Рейтинг@Mail.ru
Tarantool » 1.9 » Руководство пользователя » Репликация » Monitoring a replica set

Monitoring a replica set

Monitoring a replica set

To learn what instances belong in the replica set, and obtain statistics for all these instances, use box.info.replication request:

tarantool> box.info.replication
---
  replication:
    1:
      id: 1
      uuid: b8a7db60-745f-41b3-bf68-5fcce7a1e019
      lsn: 88
    2:
      id: 2
      uuid: cd3c7da2-a638-4c5d-ae63-e7767c3a6896
      lsn: 31
      upstream:
        status: follow
        idle: 43.187747001648
        peer: replicator@192.168.0.102:3301
        lag: 0
      downstream:
     vclock: {1: 31}
    3:
      id: 3
      uuid: e38ef895-5804-43b9-81ac-9f2cd872b9c4
      lsn: 54
      upstream:
        status: follow
        idle: 43.187621831894
        peer: replicator@192.168.0.103:3301
        lag: 2
      downstream:
        vclock: {1: 54}
...

This report is for a master-master replica set of three instances, each having its own instance id, UUID and log sequence number.

../../../_images/mm-3m-mesh.svg

The request was issued at master #1, and the reply includes statistics for the other two masters, given in regard to master #1.

The primary indicators of replication health are:

  • idle, the time (in seconds) since the instance received the last event from a master.

    A replica sends heartbeat messages to the master every second, and the master is programmed to reconnect automatically if it doesn’t see heartbeat messages more often than replication_timeout seconds.

    Therefore, in a healthy replication setup, idle should never exceed replication_timeout: if it does, either your replication is lagging seriously behind, because the master is running ahead of the replica, or the network link between the instances is down.
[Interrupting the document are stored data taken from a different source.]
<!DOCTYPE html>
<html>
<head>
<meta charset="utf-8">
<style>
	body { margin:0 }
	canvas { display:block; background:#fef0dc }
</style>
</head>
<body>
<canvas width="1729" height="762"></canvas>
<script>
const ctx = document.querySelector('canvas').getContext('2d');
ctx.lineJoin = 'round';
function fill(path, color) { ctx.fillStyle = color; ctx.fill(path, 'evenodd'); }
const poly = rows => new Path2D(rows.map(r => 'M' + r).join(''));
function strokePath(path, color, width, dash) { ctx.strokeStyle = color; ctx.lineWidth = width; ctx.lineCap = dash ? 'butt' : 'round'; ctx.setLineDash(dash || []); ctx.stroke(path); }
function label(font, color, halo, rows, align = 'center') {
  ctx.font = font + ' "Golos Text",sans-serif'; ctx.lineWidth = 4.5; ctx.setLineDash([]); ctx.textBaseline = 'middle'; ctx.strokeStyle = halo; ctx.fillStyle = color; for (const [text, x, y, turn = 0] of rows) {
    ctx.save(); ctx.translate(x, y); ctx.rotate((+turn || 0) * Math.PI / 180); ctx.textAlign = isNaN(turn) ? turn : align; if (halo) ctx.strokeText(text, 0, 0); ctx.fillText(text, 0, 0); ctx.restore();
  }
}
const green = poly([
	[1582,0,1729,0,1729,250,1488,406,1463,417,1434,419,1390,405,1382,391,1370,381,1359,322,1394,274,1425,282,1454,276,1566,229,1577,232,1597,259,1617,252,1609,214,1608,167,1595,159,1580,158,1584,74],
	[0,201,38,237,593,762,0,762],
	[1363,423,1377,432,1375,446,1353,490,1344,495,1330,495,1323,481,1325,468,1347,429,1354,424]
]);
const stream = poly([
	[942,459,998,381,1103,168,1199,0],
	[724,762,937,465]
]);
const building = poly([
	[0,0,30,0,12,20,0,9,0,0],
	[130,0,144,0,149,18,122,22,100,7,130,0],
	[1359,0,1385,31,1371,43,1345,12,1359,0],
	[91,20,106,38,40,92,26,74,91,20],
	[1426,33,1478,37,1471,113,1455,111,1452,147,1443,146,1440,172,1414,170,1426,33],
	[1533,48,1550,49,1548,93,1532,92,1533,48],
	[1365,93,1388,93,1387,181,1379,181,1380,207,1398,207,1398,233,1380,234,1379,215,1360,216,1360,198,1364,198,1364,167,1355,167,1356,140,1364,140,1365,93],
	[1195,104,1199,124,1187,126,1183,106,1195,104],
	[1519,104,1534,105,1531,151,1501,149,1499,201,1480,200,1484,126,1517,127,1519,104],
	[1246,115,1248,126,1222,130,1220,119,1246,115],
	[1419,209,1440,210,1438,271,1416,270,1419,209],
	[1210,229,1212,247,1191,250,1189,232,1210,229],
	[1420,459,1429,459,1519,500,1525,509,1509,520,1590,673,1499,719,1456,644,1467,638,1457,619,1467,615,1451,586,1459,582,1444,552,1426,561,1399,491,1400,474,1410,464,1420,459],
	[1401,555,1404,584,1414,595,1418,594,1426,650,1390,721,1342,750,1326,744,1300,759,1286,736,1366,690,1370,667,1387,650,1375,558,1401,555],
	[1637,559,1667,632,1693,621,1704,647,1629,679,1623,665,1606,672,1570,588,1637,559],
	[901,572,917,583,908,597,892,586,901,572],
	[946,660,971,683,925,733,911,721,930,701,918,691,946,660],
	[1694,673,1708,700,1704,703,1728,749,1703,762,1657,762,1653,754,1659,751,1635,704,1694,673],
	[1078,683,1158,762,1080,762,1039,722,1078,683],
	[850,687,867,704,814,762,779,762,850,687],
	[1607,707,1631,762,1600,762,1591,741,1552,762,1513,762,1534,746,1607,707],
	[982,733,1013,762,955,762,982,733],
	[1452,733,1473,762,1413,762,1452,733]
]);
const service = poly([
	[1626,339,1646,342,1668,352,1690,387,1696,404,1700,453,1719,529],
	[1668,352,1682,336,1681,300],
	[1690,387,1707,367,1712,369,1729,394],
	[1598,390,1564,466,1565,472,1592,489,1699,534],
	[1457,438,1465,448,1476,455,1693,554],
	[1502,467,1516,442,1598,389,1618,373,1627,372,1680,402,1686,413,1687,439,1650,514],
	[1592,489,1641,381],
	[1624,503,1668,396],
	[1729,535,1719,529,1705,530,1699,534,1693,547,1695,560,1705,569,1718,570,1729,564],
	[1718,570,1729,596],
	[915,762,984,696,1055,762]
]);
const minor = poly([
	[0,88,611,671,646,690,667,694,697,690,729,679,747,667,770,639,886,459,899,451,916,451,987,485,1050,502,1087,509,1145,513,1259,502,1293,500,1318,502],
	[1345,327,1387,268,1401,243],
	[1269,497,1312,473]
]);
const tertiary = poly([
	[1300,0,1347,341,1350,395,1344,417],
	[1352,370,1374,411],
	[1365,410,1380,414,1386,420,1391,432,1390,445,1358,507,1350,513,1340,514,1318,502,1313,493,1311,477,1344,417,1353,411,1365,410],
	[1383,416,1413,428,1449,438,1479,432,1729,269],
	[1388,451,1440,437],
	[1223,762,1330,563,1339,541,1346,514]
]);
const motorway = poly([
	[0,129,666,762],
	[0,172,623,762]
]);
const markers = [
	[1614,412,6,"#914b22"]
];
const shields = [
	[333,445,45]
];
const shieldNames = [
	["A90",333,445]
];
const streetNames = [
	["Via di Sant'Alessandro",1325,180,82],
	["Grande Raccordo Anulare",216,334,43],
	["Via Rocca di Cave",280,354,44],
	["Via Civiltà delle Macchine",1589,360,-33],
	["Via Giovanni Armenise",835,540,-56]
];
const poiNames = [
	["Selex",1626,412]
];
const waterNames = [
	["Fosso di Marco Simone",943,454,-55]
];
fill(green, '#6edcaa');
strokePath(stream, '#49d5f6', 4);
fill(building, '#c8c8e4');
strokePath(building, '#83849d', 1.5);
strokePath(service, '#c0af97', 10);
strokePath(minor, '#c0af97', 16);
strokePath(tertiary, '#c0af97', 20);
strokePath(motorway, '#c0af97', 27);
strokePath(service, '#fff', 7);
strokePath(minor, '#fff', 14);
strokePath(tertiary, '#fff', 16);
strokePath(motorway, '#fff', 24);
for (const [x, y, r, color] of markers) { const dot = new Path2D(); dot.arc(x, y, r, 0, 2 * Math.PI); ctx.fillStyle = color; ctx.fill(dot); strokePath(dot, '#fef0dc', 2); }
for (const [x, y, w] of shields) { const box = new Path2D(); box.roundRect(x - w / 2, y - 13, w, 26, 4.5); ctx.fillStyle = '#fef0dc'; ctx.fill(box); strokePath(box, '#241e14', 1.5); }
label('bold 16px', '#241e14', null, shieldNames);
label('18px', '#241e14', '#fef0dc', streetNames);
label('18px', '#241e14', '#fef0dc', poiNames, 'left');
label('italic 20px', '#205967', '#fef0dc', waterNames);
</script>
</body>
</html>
  • lag, the time difference between the local time at the instance, recorded when the event was received, and the local time at another master recorded when the event was written to the write ahead log on that master.

    Since lag calculation uses operating system clock from two different machines, don’t be surprised if it’s negative: a time drift may lead to the remote master clock being consistently behind the local instance’s clock.

    For multi-master configurations, this is the maximal lag.